Each line below that carries the string "align" must appear in the answer.

(Beginning of Exercise inputs)

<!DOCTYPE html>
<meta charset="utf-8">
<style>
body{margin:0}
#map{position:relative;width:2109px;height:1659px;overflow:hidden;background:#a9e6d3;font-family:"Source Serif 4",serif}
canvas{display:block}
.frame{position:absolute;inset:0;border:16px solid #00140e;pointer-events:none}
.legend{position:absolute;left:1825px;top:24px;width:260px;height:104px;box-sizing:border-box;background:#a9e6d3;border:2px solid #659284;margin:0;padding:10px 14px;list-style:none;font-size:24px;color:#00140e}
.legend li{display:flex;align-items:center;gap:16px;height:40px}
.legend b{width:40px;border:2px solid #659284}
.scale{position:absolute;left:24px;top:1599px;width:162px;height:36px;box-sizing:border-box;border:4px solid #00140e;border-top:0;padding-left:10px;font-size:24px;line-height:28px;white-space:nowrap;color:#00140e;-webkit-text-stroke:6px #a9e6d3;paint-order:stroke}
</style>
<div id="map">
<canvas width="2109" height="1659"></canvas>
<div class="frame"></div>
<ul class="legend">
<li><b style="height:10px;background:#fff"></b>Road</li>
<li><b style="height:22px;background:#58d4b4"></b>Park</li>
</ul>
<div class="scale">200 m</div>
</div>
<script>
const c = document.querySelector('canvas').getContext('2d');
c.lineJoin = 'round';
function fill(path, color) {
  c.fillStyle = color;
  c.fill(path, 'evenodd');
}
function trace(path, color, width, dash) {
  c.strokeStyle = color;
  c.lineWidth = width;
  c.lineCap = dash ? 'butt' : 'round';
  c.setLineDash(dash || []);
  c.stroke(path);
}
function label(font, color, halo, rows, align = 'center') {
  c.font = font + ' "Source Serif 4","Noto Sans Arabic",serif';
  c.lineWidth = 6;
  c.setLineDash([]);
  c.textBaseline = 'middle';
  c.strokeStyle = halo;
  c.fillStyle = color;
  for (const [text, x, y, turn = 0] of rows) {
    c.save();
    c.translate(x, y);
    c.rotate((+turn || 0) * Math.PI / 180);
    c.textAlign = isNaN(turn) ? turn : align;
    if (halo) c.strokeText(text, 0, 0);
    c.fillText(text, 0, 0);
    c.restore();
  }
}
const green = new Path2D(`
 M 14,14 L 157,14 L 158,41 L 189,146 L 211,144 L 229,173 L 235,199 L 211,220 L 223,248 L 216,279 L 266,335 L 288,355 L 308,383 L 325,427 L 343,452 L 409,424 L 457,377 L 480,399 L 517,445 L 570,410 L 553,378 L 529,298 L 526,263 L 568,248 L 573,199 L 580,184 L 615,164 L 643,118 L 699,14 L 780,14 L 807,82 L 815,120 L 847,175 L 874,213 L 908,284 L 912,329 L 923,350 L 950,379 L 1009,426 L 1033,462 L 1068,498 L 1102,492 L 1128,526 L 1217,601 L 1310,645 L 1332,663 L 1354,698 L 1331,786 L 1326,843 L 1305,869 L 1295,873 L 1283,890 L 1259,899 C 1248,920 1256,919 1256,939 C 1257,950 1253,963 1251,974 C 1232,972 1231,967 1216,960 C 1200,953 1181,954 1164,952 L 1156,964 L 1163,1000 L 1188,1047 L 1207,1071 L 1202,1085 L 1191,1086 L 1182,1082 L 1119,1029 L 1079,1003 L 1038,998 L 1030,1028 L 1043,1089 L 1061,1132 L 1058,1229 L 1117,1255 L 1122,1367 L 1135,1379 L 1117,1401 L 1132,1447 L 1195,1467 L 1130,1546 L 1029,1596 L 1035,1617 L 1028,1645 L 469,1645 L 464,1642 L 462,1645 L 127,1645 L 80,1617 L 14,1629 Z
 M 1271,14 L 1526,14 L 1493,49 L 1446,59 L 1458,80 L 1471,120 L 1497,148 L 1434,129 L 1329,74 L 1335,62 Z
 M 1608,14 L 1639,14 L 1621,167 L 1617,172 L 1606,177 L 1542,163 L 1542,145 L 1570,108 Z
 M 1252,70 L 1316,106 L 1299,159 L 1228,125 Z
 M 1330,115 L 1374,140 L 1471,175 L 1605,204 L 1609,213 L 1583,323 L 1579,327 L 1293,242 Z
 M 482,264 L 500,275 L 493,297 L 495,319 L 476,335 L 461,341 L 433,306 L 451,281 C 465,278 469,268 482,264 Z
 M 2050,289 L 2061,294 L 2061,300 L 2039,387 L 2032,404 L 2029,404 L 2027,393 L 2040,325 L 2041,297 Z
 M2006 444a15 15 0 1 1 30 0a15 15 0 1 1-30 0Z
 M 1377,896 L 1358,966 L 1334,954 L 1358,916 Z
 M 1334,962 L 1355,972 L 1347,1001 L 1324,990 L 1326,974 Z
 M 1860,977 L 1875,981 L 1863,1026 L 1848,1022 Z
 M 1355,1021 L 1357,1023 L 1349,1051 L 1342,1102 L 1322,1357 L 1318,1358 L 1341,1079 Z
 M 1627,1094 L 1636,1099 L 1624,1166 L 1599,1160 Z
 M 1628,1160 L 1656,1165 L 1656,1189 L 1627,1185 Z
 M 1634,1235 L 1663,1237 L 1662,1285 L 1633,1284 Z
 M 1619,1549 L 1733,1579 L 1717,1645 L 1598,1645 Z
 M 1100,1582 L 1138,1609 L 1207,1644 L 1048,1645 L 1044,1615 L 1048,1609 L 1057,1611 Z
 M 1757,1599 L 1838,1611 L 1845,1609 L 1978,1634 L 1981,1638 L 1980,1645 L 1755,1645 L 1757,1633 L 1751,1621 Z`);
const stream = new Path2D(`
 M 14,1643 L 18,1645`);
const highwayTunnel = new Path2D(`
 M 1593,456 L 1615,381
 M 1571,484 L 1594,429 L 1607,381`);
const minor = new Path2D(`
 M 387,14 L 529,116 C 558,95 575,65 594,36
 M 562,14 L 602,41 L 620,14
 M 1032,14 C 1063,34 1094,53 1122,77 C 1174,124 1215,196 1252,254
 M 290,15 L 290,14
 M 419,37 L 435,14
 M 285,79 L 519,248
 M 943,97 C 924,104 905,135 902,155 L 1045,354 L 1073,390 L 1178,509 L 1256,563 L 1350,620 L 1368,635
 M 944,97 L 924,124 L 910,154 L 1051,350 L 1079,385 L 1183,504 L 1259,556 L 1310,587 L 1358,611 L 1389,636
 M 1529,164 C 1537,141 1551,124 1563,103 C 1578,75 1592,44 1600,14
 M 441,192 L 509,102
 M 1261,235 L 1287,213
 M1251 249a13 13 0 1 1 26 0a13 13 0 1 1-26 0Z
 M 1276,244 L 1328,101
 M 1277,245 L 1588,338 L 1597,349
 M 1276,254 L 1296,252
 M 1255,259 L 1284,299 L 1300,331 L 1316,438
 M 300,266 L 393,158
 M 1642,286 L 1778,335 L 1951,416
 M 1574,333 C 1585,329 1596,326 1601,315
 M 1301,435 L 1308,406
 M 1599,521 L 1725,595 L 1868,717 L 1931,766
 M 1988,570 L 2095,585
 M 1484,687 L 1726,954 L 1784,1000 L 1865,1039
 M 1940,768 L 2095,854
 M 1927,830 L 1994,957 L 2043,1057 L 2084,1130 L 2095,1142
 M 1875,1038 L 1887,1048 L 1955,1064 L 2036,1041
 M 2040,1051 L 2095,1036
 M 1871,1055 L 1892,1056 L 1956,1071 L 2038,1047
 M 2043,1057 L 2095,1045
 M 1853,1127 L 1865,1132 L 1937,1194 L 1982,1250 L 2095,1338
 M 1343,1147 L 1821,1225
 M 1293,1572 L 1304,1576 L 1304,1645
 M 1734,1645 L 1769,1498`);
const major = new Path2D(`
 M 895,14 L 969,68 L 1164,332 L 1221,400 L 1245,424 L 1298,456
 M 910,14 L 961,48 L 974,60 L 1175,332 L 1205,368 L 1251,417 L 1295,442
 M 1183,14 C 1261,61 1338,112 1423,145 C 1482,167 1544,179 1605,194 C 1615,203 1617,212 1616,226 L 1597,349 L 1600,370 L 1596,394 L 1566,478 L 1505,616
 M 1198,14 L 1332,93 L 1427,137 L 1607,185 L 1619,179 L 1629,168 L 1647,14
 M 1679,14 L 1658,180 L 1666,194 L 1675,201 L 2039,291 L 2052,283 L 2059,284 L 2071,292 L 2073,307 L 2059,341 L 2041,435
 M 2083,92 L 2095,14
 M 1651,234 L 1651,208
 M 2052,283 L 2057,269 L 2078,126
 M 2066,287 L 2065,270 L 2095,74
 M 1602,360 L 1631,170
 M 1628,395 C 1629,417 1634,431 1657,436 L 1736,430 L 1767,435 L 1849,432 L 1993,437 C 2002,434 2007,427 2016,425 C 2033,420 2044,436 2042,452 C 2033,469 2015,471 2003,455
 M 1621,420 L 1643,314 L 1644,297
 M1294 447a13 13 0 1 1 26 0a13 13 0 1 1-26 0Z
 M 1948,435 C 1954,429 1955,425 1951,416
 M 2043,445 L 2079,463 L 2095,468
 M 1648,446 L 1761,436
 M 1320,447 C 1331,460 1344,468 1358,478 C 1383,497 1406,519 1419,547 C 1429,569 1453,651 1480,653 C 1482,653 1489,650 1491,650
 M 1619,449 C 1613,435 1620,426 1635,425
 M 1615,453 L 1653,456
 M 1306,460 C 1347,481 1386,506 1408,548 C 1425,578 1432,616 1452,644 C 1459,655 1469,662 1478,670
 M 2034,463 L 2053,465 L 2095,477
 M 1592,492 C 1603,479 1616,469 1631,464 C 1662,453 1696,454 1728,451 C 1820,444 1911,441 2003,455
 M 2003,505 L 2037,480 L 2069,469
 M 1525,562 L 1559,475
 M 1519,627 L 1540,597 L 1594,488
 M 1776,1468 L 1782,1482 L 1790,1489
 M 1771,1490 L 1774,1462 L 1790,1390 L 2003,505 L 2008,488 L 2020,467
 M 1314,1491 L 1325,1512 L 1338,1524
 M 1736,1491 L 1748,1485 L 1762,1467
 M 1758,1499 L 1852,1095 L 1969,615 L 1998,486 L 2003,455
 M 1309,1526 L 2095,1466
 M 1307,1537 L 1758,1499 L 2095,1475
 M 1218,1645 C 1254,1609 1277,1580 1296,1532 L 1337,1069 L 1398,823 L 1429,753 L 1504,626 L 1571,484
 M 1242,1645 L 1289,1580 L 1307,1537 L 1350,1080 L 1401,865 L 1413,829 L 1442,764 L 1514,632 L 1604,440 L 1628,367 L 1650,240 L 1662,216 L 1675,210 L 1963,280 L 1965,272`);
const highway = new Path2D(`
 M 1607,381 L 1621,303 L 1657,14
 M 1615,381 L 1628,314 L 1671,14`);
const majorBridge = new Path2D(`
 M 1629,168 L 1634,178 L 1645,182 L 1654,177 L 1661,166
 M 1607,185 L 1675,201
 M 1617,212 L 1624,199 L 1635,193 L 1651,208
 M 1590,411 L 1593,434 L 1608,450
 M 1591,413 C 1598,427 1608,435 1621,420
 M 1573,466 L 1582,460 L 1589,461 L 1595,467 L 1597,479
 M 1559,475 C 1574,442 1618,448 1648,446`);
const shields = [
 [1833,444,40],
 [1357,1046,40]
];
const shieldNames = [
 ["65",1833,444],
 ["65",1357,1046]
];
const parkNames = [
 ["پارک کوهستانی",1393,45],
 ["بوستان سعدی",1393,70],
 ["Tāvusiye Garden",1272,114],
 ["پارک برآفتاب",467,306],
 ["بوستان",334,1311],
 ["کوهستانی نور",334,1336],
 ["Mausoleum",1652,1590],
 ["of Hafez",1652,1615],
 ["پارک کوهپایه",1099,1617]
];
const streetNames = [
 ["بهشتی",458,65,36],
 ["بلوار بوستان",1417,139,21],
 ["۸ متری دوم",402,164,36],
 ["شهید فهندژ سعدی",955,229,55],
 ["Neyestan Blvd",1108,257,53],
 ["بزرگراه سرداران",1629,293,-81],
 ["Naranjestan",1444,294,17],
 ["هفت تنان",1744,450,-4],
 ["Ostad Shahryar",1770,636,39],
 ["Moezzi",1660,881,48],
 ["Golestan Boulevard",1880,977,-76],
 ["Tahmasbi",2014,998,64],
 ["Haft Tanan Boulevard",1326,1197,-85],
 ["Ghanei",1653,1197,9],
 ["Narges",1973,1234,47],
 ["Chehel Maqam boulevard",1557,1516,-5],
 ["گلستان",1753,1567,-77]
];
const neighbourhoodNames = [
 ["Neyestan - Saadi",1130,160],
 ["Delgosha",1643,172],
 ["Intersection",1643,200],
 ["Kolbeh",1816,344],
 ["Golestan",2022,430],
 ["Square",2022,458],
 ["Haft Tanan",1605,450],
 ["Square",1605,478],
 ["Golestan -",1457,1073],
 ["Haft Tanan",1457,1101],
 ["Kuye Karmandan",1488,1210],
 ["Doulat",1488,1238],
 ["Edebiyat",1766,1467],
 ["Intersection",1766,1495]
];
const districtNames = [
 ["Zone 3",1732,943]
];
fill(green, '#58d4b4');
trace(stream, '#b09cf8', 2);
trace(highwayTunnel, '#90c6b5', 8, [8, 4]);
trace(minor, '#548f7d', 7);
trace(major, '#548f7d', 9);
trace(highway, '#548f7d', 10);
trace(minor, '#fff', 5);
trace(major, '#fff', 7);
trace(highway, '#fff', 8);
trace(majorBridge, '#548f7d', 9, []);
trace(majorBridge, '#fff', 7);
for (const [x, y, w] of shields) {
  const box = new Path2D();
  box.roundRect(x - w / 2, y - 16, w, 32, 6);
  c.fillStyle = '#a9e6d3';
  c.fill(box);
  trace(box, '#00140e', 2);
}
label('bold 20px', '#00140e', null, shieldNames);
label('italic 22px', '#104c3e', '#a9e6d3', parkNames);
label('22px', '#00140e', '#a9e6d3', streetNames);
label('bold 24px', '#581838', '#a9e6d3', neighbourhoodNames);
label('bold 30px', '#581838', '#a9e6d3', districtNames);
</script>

(End of Exercise inputs)

» Response to this task
.legend li{display:flex;align-items:center;gap:16px;height:40px}
function label(font, color, halo, rows, align = 'center') {
    c.textAlign = isNaN(turn) ? turn : align;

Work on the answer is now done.